■ Work task
Count the lines in the data below that have "linecap" in them, and reply with only that number.

■ Records provided
╭──

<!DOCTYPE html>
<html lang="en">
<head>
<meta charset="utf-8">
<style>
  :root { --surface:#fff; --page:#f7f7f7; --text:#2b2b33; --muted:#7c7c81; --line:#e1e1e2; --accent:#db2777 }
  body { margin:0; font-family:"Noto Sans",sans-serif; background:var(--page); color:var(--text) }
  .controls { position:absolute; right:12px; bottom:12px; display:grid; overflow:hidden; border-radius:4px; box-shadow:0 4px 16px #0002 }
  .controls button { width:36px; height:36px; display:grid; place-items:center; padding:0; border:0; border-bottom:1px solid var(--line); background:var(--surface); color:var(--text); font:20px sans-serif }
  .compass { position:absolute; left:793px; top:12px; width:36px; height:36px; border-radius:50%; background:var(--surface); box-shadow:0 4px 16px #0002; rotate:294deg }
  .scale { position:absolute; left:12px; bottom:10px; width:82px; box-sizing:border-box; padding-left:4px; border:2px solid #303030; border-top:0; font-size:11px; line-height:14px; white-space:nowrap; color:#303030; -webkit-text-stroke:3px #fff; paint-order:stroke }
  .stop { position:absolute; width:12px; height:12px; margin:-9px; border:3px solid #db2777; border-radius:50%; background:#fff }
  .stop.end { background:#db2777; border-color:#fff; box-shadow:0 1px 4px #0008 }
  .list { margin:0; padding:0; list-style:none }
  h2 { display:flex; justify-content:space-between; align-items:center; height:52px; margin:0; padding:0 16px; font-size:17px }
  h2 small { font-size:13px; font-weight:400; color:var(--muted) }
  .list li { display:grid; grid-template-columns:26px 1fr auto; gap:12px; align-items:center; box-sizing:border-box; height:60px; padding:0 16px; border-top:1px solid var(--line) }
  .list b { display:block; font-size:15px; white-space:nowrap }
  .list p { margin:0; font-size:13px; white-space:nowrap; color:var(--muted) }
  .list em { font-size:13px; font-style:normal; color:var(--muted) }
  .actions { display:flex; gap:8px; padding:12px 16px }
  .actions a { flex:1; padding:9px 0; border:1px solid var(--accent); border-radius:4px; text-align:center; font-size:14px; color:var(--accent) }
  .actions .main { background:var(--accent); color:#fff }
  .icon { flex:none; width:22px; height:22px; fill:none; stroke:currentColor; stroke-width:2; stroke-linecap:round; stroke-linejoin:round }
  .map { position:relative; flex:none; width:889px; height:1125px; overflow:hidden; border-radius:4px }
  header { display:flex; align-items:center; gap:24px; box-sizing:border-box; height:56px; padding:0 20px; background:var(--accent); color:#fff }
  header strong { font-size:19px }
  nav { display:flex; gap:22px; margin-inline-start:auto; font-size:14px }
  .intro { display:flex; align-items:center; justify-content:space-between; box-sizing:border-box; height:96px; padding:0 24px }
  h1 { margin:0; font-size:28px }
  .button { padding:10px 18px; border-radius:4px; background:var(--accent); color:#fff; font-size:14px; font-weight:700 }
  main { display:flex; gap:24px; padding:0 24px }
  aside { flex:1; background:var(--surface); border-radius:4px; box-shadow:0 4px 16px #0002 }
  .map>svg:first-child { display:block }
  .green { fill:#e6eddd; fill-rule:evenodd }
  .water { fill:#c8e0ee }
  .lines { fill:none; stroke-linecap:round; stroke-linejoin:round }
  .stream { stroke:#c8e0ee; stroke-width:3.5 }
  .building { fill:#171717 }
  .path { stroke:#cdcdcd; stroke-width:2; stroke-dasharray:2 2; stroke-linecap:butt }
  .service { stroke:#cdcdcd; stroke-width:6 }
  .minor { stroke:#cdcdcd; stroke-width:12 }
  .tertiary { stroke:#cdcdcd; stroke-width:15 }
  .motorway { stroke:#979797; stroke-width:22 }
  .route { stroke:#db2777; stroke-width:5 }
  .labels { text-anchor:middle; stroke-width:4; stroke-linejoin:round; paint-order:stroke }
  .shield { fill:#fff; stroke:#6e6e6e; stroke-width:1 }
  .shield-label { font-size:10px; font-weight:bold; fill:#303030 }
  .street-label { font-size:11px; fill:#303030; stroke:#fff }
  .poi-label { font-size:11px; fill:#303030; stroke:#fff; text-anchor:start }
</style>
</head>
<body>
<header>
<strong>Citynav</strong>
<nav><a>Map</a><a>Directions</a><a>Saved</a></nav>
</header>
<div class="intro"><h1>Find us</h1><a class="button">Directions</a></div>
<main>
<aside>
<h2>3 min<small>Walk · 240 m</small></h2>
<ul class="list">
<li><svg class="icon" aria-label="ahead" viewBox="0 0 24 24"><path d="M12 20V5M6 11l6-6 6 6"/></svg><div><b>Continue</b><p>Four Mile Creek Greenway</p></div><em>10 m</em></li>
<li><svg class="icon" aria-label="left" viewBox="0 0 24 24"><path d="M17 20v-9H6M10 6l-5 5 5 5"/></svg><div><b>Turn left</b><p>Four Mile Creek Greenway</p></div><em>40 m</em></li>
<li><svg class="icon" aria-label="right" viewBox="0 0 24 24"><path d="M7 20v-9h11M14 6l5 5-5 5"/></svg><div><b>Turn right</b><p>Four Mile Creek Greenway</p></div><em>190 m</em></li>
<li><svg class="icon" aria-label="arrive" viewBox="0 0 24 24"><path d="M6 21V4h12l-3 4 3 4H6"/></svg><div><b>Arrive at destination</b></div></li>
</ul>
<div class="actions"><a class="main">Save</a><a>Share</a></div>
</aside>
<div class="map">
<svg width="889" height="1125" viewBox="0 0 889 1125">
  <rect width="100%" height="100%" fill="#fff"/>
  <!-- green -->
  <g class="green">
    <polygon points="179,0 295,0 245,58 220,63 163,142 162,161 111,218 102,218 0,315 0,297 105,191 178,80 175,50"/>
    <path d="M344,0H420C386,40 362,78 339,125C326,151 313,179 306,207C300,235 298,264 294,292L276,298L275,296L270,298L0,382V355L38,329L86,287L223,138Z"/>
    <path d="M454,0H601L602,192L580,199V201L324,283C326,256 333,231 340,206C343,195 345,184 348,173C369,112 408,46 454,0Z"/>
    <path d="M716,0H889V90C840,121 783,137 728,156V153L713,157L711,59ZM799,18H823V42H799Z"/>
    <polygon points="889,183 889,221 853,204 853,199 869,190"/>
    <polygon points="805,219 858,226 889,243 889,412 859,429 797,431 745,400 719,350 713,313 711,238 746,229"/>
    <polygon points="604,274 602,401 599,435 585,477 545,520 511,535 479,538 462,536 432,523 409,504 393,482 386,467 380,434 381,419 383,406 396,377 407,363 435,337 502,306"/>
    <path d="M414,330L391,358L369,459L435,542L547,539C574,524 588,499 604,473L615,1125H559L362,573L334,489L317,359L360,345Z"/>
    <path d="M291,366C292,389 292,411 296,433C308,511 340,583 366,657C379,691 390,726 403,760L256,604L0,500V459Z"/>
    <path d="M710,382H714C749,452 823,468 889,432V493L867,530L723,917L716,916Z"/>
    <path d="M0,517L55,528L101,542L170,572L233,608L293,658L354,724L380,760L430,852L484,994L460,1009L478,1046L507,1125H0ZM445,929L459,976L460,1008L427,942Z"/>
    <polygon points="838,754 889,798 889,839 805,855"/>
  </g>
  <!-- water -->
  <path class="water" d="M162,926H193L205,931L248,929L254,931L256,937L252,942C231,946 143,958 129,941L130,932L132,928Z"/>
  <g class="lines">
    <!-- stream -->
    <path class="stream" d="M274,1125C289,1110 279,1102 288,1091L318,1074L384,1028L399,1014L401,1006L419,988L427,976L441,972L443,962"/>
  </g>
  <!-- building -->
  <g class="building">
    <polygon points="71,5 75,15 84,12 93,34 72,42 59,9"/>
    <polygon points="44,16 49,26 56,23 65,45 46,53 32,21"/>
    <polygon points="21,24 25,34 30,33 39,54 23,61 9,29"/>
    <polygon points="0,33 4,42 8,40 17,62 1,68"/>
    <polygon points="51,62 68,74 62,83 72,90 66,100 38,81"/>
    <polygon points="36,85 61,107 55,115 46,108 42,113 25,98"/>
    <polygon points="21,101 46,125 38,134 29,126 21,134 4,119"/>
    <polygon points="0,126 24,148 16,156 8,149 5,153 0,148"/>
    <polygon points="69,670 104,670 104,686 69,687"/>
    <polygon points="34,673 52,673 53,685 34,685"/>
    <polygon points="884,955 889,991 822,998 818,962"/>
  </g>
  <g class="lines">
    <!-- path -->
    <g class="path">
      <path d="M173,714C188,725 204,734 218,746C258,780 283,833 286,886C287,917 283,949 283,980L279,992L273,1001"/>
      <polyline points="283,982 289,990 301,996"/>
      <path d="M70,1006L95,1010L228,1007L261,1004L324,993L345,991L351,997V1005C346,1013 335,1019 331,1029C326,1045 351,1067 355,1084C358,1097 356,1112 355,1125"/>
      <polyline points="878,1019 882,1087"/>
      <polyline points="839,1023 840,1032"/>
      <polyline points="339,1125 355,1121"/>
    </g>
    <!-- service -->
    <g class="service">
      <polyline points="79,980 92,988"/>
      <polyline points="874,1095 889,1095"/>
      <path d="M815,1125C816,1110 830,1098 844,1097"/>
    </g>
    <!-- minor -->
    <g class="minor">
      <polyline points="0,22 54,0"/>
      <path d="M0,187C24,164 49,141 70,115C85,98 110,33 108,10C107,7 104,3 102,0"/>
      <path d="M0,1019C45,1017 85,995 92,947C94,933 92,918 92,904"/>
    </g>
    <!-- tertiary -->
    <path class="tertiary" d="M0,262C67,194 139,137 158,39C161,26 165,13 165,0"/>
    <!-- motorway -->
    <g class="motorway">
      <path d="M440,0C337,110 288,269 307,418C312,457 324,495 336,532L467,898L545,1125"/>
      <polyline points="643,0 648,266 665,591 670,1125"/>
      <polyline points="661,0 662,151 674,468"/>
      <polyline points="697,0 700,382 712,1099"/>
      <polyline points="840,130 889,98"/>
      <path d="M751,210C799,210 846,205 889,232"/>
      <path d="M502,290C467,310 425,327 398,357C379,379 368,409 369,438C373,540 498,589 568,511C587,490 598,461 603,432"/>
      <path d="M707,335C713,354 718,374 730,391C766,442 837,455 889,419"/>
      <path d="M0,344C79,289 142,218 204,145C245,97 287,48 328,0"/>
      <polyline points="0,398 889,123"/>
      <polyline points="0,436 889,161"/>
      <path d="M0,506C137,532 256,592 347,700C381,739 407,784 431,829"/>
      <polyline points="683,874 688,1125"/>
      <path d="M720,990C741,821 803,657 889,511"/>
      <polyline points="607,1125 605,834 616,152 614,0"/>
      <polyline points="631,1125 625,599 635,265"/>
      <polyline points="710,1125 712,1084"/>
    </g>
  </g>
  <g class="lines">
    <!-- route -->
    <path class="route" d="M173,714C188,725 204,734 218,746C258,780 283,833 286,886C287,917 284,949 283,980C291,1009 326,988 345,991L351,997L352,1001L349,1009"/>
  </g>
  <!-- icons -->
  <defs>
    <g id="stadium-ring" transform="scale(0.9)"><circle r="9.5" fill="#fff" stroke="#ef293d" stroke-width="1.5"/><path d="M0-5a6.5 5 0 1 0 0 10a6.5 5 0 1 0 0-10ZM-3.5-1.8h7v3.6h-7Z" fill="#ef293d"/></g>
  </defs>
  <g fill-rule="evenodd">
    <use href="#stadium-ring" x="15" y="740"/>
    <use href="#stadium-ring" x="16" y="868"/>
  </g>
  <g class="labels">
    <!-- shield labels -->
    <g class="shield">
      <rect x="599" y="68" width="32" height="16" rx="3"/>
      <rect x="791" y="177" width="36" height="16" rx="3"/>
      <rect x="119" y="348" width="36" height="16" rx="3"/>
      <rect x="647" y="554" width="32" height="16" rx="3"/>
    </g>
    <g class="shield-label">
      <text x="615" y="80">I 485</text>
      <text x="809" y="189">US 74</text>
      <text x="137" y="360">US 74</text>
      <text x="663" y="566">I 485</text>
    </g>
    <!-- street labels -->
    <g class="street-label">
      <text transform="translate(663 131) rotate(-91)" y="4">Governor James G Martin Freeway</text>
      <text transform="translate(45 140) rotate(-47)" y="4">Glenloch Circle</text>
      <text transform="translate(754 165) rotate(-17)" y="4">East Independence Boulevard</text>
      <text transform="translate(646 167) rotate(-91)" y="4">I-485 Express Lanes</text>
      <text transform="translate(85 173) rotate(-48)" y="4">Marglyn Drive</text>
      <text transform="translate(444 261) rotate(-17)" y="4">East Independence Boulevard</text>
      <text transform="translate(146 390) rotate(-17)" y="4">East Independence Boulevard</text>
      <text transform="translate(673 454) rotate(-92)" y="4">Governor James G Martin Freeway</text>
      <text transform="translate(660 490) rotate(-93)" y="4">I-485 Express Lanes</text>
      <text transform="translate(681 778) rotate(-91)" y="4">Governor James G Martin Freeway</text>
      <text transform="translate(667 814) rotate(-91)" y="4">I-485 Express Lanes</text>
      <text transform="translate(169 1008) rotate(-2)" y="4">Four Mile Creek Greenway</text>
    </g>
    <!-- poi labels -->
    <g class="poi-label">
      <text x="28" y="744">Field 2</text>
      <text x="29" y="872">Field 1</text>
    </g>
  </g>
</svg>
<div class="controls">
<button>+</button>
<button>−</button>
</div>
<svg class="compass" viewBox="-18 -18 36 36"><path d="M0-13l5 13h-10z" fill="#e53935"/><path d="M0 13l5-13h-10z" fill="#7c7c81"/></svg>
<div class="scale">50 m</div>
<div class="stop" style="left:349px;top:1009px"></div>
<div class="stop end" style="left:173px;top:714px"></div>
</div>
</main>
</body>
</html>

╰──

■ Output
3